15/10/2010

Fumet d'automne

Le stratus a du bon parfois. Les yeux n'ont plus à rêvasser dans les nuages ou le bleu du ciel. Là, c'est gris, sobre, uniforme. Rien à voir, circulez! Le couvercle qui plombe la ville est juste troué par des vols de cormorans ou d'étourneaux. Noir sur gris, ce n'est pas follement gai, vous conviendrez. Mais c'est de saison. Ah, l'automne!

Dans cette ambiance ouatée, les autres sens se mettent en éveil, forcément. Avez-vous déjà senti l'odeur du froid, avant la première chair de poule? A moins que ce ne soit la froideur qui rend plus piquant notre environnement olfactif.

Les feuilles mortes que l'on foule dégagent ainsi des senteurs fanées. Les gaz des pots d'échappement accumulés dans les bouchons vous sautent au nez. Comme les effluves des clopes grillées à même la rue, devant les troquets libérés de leur stratus nicotinique. Mais ce qui frappe le plus l'odorat ces temps-ci, c'est ce fumet délicieux, presque incongru en ville. L'odeur du feu de bois.

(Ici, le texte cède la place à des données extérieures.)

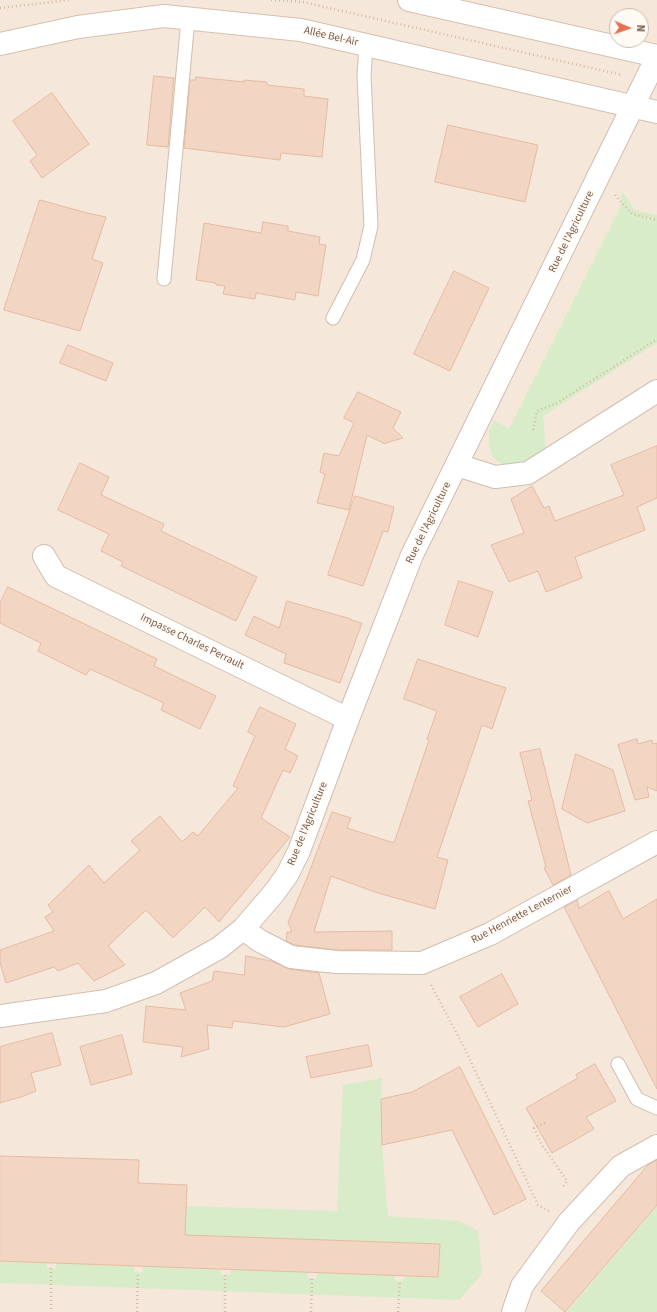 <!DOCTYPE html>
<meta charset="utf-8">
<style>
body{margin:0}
#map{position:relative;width:657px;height:1312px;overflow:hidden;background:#fdf6ec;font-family:"Source Sans 3",sans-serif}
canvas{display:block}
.north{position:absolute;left:609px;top:8px;width:40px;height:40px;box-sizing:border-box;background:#fffaf3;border:1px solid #cabbb1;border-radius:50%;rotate:92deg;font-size:11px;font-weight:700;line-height:16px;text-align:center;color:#7a5c4d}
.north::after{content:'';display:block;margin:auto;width:14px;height:18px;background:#e76f51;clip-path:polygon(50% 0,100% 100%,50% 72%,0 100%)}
</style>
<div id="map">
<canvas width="657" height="1312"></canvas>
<div class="north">N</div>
</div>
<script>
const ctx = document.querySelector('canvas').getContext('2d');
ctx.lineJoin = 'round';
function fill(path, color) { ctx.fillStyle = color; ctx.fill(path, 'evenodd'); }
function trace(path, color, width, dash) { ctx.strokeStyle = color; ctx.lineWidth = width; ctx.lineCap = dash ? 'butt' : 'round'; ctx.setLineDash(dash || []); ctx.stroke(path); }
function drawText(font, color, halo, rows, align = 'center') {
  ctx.font = font + ' "Source Sans 3",sans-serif'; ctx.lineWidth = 3.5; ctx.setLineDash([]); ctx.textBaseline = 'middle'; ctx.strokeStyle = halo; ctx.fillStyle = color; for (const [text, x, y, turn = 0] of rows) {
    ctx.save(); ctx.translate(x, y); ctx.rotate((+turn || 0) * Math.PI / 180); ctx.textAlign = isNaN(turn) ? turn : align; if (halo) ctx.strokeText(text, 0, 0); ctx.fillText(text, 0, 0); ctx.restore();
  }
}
fill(new Path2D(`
 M0,0H657V1312H0ZM617,16H641V40H617Z`), '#f5e8da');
fill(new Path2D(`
 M622,191L635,210L657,215V343L543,416L546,453L525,464L504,465L494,459L489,445V430L494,420L509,429L620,208Z
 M382,1078C379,1124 384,1170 388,1216L460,1221L478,1231L482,1274L459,1300L0,1283V1261L47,1263V1268L56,1269L57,1263L134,1266V1272H143V1266L221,1269V1275H230V1269L308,1272V1278H317V1272L395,1275V1281H404L405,1276L438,1277L440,1244L185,1235L186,1206L337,1211L343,1085Z
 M657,1206V1312H567Z`), '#d8ecc9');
const building = new Path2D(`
 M154,76L174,78L168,147L147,145Z
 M196,77L244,82V80L267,82V85L304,89V96L328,99L322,157L281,153L280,160L184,148L190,80H195Z
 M52,93L89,144L42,178L30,161L37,155L13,121Z
 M448,125L538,145L525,202L435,182Z
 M40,200L87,213L106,217L92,259L103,263L80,331L4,310Z
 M263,222L288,226V231L320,237L319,244L326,245L318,296L296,292L295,300L256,293L255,299L223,294L225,286L216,285V283L196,280L204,223L261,233Z
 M454,271L489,288L450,371L414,354Z
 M68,345L113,363L106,381L60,363Z
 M358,392L401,412L393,428L403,438L386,443L385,444L367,435L349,510L317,503L325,474L320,472L324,453L339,456L354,423L344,418Z
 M657,446V498L637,507L645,530L575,557L582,578L546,592L538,571L509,582L491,545L524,533L511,499L532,486L544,508L549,506L555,521L624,495L611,465Z
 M80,463L109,477L101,495L164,524L161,531L257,577L236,621L121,566L123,562L101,551L109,534L58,510Z
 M355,496L394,507L388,532L383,531L363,586L328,575Z
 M459,581L493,592L478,637L445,625Z
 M8,587L157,659L154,666L216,696L200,729L161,710L164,703L90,669L86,675L38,651L41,643L0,623V603Z
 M287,601L351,619V620L362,623L340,683L284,663L286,654L245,635L254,616L279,628Z
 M418,659L506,688L492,729L482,725L437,857L448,860L435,909L378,893L331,876L314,932L392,931V950H337L295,945L286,941L287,932H292L288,922L307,878L332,812L351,818L347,828L394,843L429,740L427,739L437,711L404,699Z
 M260,707L296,724L285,749L298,756L290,773L283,770L261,818L290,837L219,922L205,907L173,938L146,910L108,946L125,965L94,981L78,963L58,971L54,967L6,983L0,963V950L54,931L45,917L53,912L48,905L89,865L104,883L140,850L131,841L160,816L182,842L193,832L198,836L238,788L233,786L255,736L248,732Z
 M637,739L638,744L652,740L653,744L657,743V791L647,787L649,797L635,800L618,745Z
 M540,749L571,875L553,885L544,868L546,867L528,801L532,800L520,753Z
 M576,754L613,770L625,811L587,823L562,809Z
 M609,891L623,919L657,899V1089L564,907L577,900L579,908Z
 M246,956L271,961L289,969L319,973L330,1014L284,1027L233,1021L232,1028L207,1025L209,1049L181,1057L183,1047L143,1042L146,1006L186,1010L180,993L212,981L214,971L244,975Z
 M502,974L518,1004L478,1027L460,997Z
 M52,1033L61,1065L31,1073L36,1091L21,1097L0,1103V1047Z
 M122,1035L132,1074L91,1085L80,1047Z
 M368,1045L372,1066L311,1078L306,1057Z
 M595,1064L616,1101L586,1117L594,1129L552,1153L526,1108L578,1078L576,1075Z
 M460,1067L526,1199L494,1215L452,1130L382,1145L381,1099L412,1092Z
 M0,1156L139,1160L138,1183L187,1185L185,1235L440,1244L438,1277L0,1261Z
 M657,1160V1205L565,1312L541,1291L647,1166Z`);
fill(building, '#f3d5c3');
trace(building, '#e6bba3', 1);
const lane = new Path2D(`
 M164,279L188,19
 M333,318L363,260L371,226L364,76L366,45
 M618,1064L637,1099L657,1108`);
const street = new Path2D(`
 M457,465L495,477L528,473L657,391
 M44,556L56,576L348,719
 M243,929L260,941L291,957L336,962L422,963L490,934L657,842
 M0,1016L106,1001L156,983L219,948L243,929L274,893L287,875L299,851L348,719L412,555L657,57
 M513,1312L522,1286L569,1222L621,1166L657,1146`);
const secondary = new Path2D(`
 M409,0L657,56
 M0,44L78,27L164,16L301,30L657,112`);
trace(lane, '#d1beb0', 15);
trace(street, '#d1beb0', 24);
trace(secondary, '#d6c0b0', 24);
trace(new Path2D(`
 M271,0L303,2L622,75
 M0,8L69,0
 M615,195L632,214L657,220
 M533,430L537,411L557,403L657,339
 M431,985L464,1047L538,1205L549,1211
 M545,1123L534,1128L540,1142L567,1181L562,1188
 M51,1268V1312
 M137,1312L138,1272
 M225,1312V1275
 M311,1312L312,1278
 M398,1312L400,1281`), '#d9b8a5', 2.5, [1, 3]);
trace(lane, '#fff', 13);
trace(street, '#fff', 22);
trace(secondary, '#fff', 22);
drawText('11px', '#7a5c4d', '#fffaf3', [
 ["Allée Bel-Air",331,37,13],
 ["Rue de l'Agriculture",572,232,-64],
 ["Rue de l'Agriculture",429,523,-64],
 ["Impasse Charles Perrault",192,642,26],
 ["Rue de l'Agriculture",308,824,-68],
 ["Rue Henriette Lenternier",522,915,-28]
]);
</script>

En campagne, rien de plus naturel. Mais dans la cité, au détour d'une banque ou dans une rue piétonne, ce bouquet champêtre nous prend par surprise. Comme une survivance des temps anciens. Des rassemblements autour de l'âtre. Ils sont encore nombreux à Genève, ceux qui se chauffent au bois par nécessité? J'en doute.

Ce sont plutôt des habitants qui s'offrent une petite flambée dans la cheminée, juste pour le plaisir. Où se cachent-ils? Je m'inviterais presque chez eux pour en profiter. Car lorsque le stratus s'installe sur Genève et bouche l'horizon, l'odeur du feu de bois me met en joie. Pas vous?